Meditative Prose
Friday, 21 August 2009
Photo by Nicholas_T
After a week of intense heat (for Vermont), the weather has finally turned. Through the window behind me I can hear perhaps the second best sleeping music nature provides: a chorus of crickets accented by the occasional breeze stirring the leaves. Bed is calling me, but I feel compelled (after three and a half months) to check in with whoever still reads this website.

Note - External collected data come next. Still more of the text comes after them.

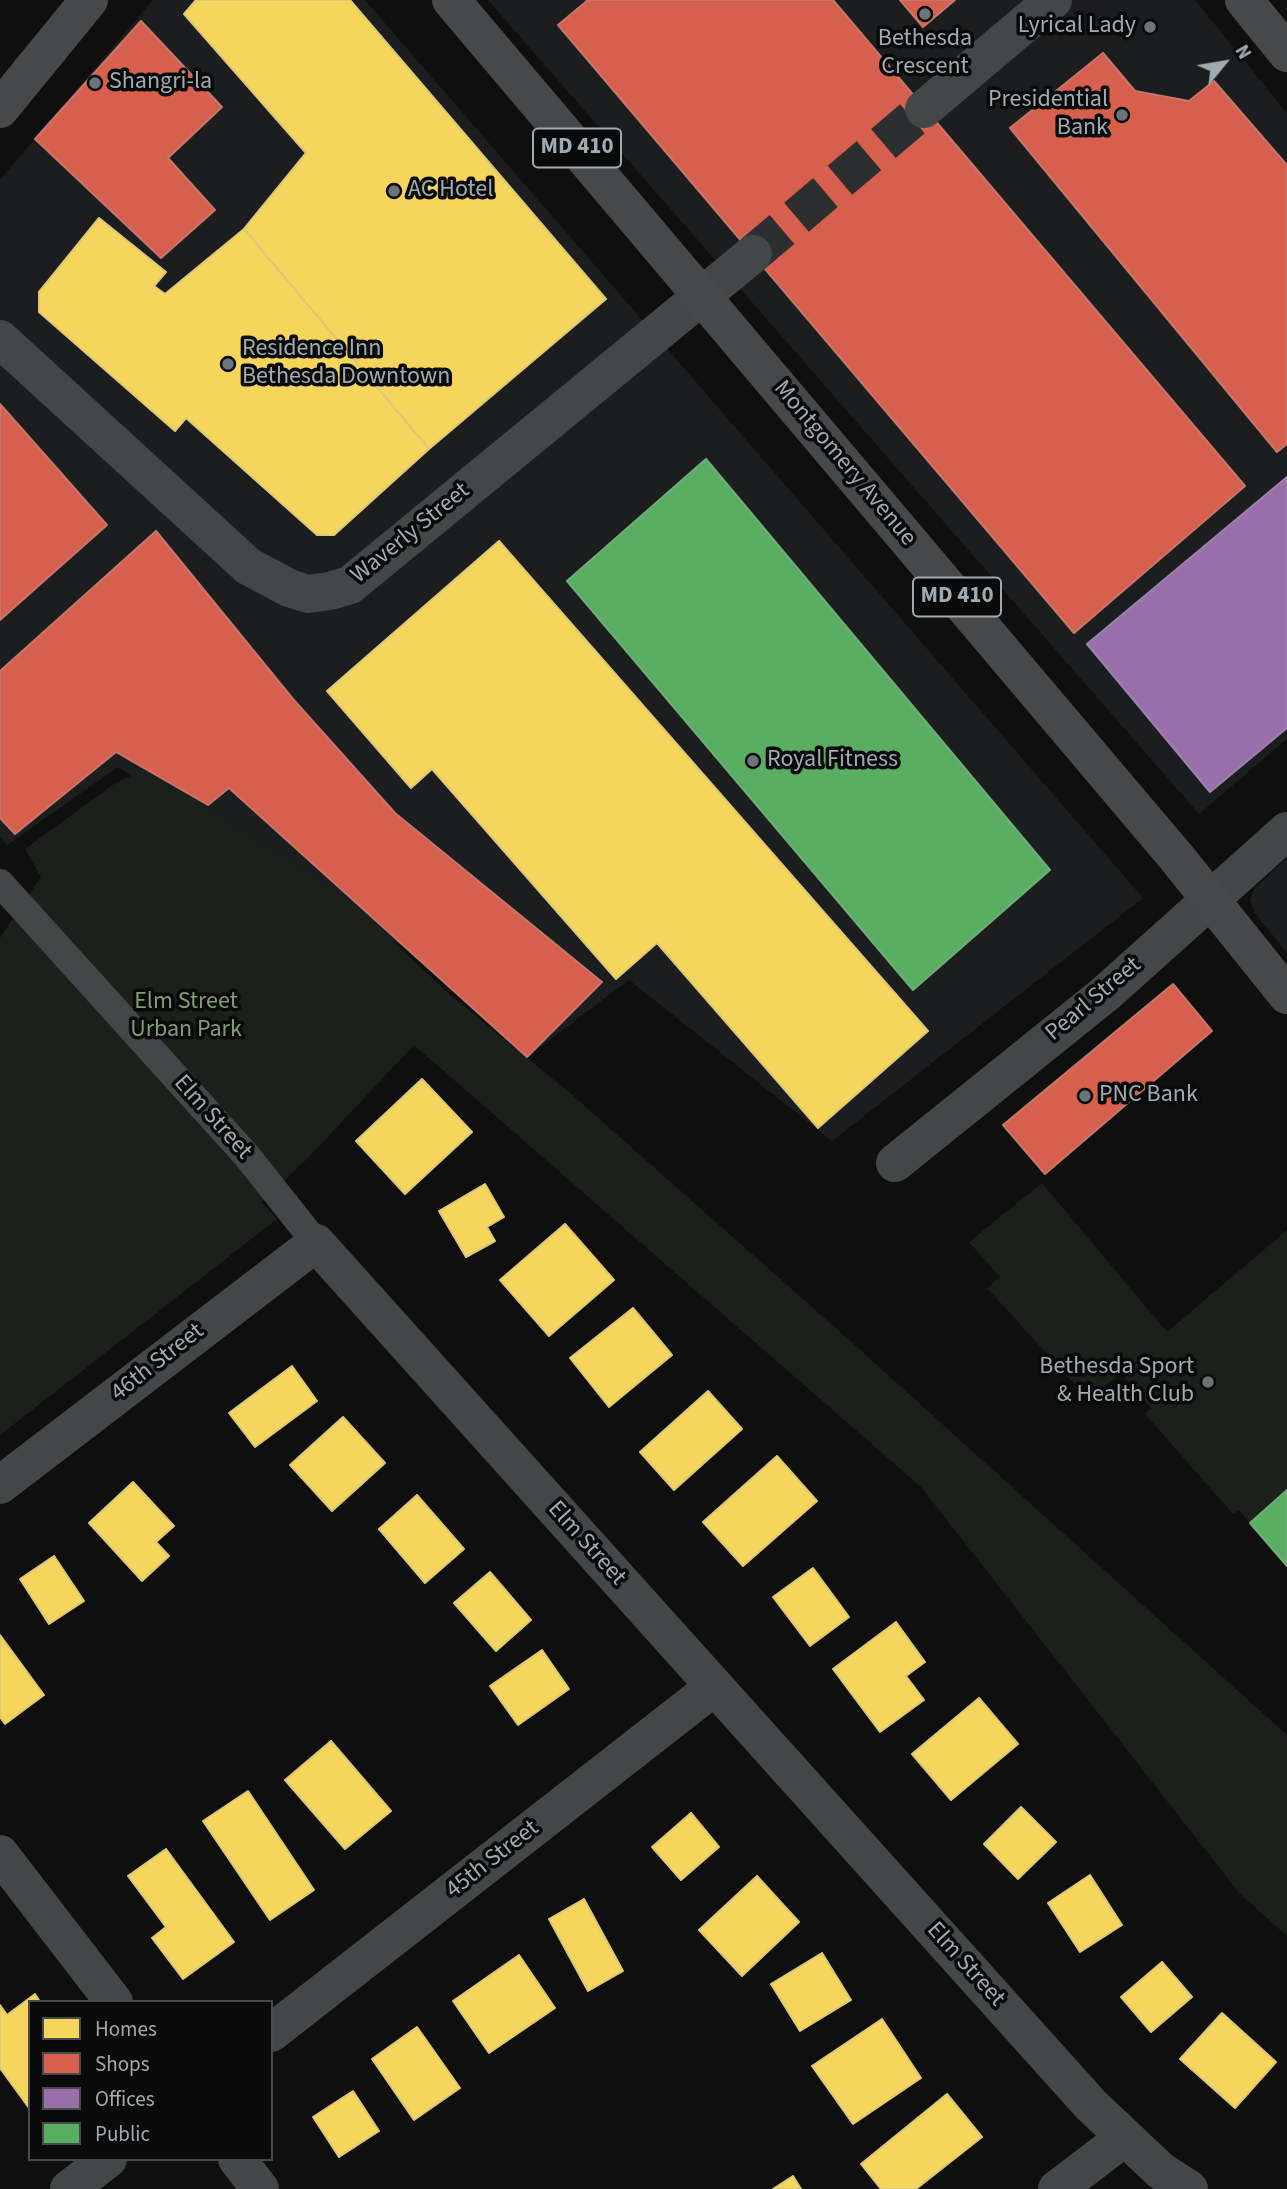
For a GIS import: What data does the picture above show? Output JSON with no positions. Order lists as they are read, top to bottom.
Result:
{
  "streets": {
    "main road": ["MD 410", "Montgomery Avenue"],
    "street": [
      "Waverly Street",
      "Pearl Street",
      "Elm Street",
      "46th Street",
      "45th Street"
    ]
  },
  "crossings": [
    ["Montgomery Avenue", "Waverly Street"],
    ["Montgomery Avenue", "Pearl Street"],
    ["Elm Street", "46th Street"],
    ["Elm Street", "45th Street"]
  ],
  "parks": ["Elm Street Urban Park"],
  "places": [
    "Bethesda Crescent",
    "Lyrical Lady",
    "Shangri-la",
    "Presidential Bank",
    "AC Hotel",
    "Residence Inn Bethesda Downtown",
    "Royal Fitness",
    "PNC Bank",
    "Bethesda Sport & Health Club"
  ],
  "legend": [
    "Homes",
    "Shops",
    "Offices",
    "Public"
  ],
  "north": "top right"
}
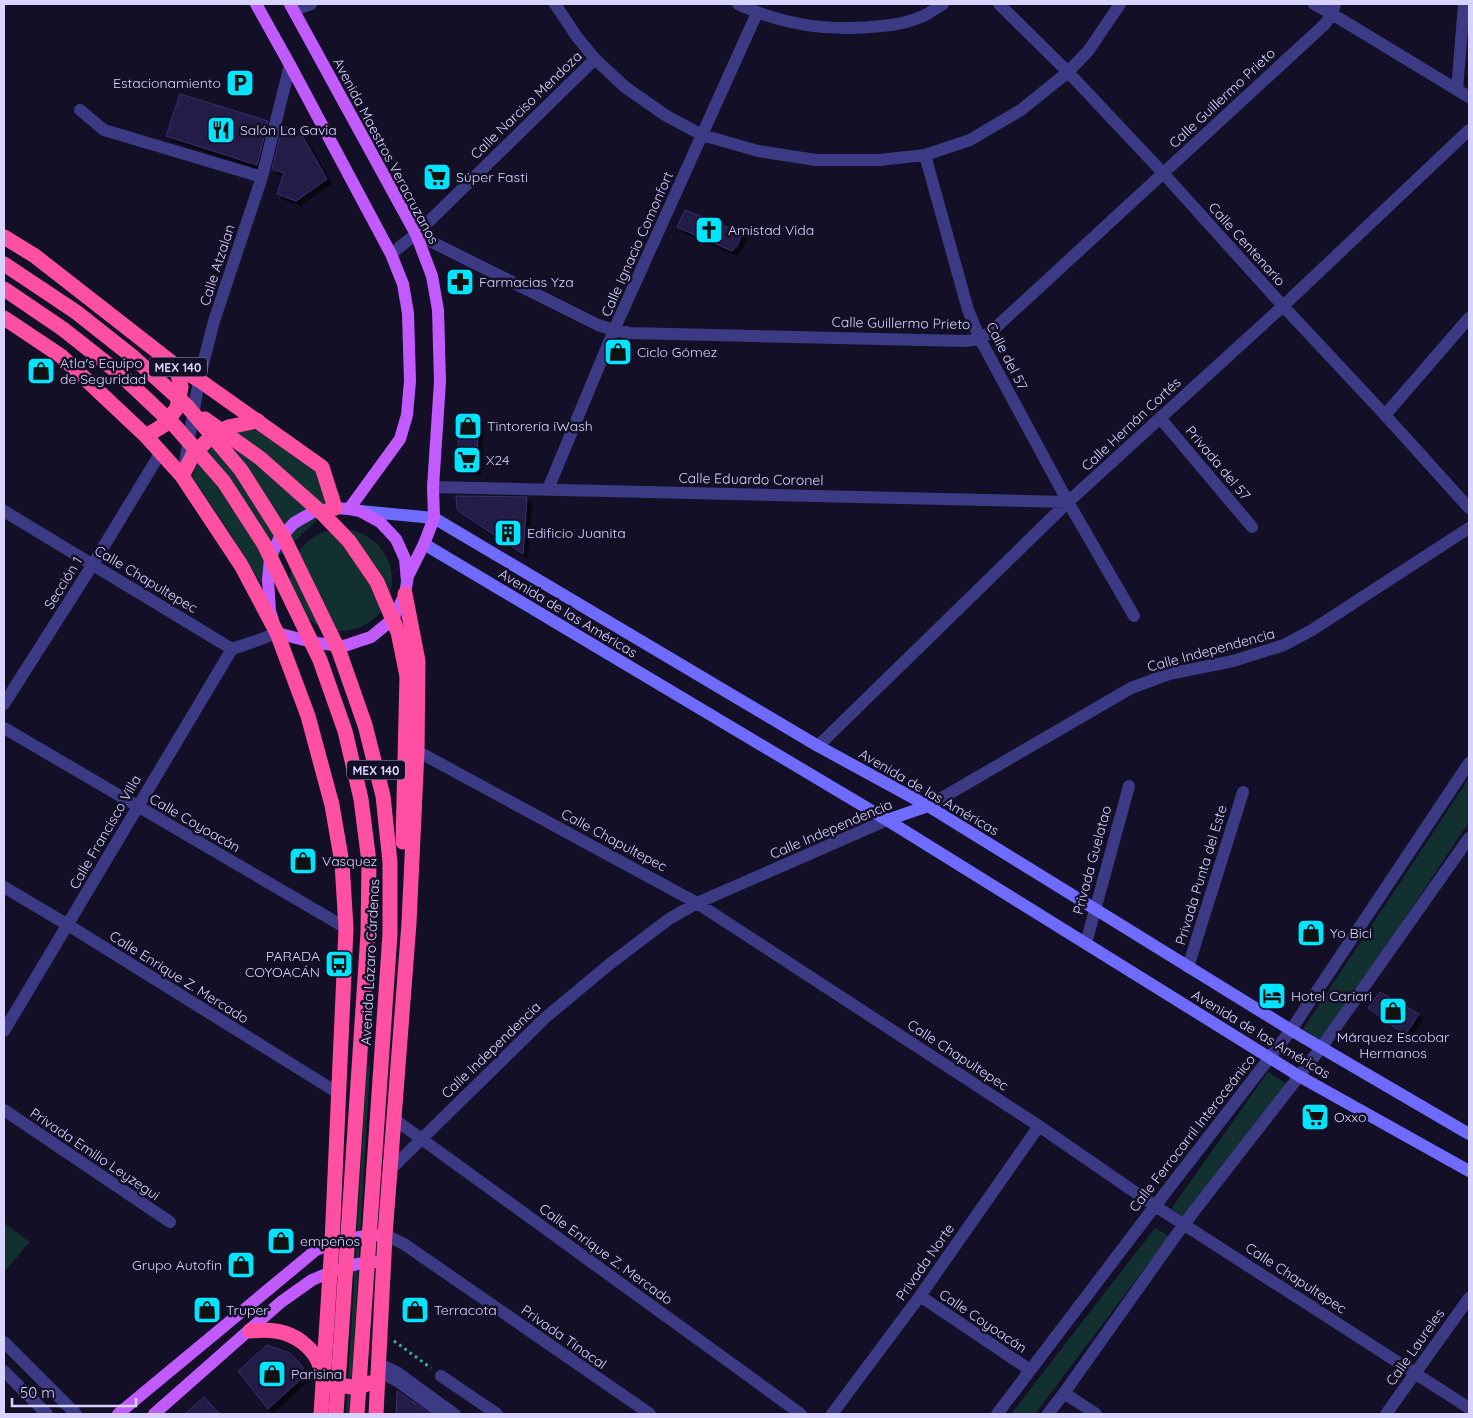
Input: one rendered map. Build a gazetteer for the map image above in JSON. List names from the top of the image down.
{
  "streets": {
    "highway": ["MEX 140", "Avenida Lázaro Cárdenas"],
    "main road": ["Avenida Maestros Veracruzanos", "Avenida de las Américas", "Calle Independencia"],
    "street": [
      "Calle Guillermo Prieto",
      "Calle Narciso Mendoza",
      "Calle Ignacio Comonfort",
      "Calle Centenario",
      "Calle Atzalan",
      "Calle del 57",
      "Calle Hernán Cortés",
      "Privada del 57",
      "Calle Eduardo Coronel",
      "Calle Chapultepec",
      "Sección 1",
      "Calle Coyoacán",
      "Calle Francisco Villa",
      "Privada Guelatao",
      "Privada Punta del Este",
      "Calle Enrique Z. Mercado",
      "Calle Ferrocarril Interoceánico",
      "Privada Emilio Leyzegui",
      "Privada Norte",
      "Privada Tinacal",
      "Calle Laureles"
    ]
  },
  "crossings": [
    ["Calle Guillermo Prieto", "Calle Narciso Mendoza"],
    ["Calle Guillermo Prieto", "Avenida Maestros Veracruzanos"],
    ["Calle Guillermo Prieto", "Calle Ignacio Comonfort"],
    ["Calle Guillermo Prieto", "Calle Centenario"],
    ["Calle Guillermo Prieto", "Calle del 57"],
    ["Calle Narciso Mendoza", "Avenida Maestros Veracruzanos"],
    ["Avenida Maestros Veracruzanos", "MEX 140"],
    ["Avenida Maestros Veracruzanos", "Calle Eduardo Coronel"],
    ["Avenida Maestros Veracruzanos", "Avenida de las Américas"],
    ["Calle Ignacio Comonfort", "Calle Eduardo Coronel"],
    ["Calle Centenario", "Calle Hernán Cortés"],
    ["Calle Atzalan", "MEX 140"],
    ["Calle del 57", "Calle Hernán Cortés"],
    ["Calle del 57", "Calle Eduardo Coronel"],
    ["MEX 140", "Calle Chapultepec"],
    ["MEX 140", "Avenida de las Américas"],
    ["MEX 140", "Calle Independencia"],
    ["MEX 140", "Calle Enrique Z. Mercado"],
    ["MEX 140", "Privada Tinacal"],
    ["Calle Hernán Cortés", "Privada del 57"],
    ["Calle Hernán Cortés", "Calle Eduardo Coronel"],
    ["Calle Hernán Cortés", "Avenida de las Américas"],
    ["Calle Chapultepec", "Sección 1"],
    ["Calle Chapultepec", "Calle Independencia"],
    ["Calle Chapultepec", "Calle Francisco Villa"],
    ["Calle Chapultepec", "Calle Ferrocarril Interoceánico"],
    ["Calle Chapultepec", "Privada Norte"],
    ["Calle Chapultepec", "Calle Laureles"],
    ["Avenida de las Américas", "Calle Independencia"],
    ["Avenida de las Américas", "Privada Guelatao"],
    ["Avenida de las Américas", "Privada Punta del Este"],
    ["Avenida de las Américas", "Calle Ferrocarril Interoceánico"],
    ["Calle Independencia", "Calle Enrique Z. Mercado"],
    ["Calle Coyoacán", "Calle Francisco Villa"],
    ["Calle Coyoacán", "Calle Ferrocarril Interoceánico"],
    ["Calle Coyoacán", "Privada Norte"],
    ["Calle Francisco Villa", "Calle Enrique Z. Mercado"]
  ],
  "places": {
    "parking": ["Estacionamiento"],
    "restaurant": ["Salón La Gavia"],
    "supermarket": ["Súper Fasti", "X24", "Oxxo"],
    "church": ["Amistad Vida"],
    "pharmacy": ["Farmacias Yza"],
    "shop": [
      "Ciclo Gómez",
      "Atla's Equipo de Seguridad",
      "Tintorería iWash",
      "Vasquez",
      "Yo Bici",
      "Márquez Escobar Hermanos",
      "empeños",
      "Grupo Autofin",
      "Truper",
      "Terracota",
      "Parisina"
    ],
    "building": ["Edificio Juanita"],
    "bus stop": ["PARADA COYOACÁN"],
    "hotel": ["Hotel Cariari"]
  },
  "scale_bar": "50 m"
}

For a few weeks now, I’ve been noticing evidence of the changing seasons. This happens every year: mostly it still feels like summer, and people are acting like it’s summer, but every once in a while, something — often a smell, but sometimes a chill in the air, or just a hunch — reminds me that fall is just around the corner. This year the first sign was when we were walking into town on a cool day and the sidewalk in front of us was littered with crab-apples. Some of them had been crushed under foot, and the rotten-sweet smell made me suddenly aware that summer was almost over. Soon, apple picking & cider donuts. Hay-rides. Pumpkins.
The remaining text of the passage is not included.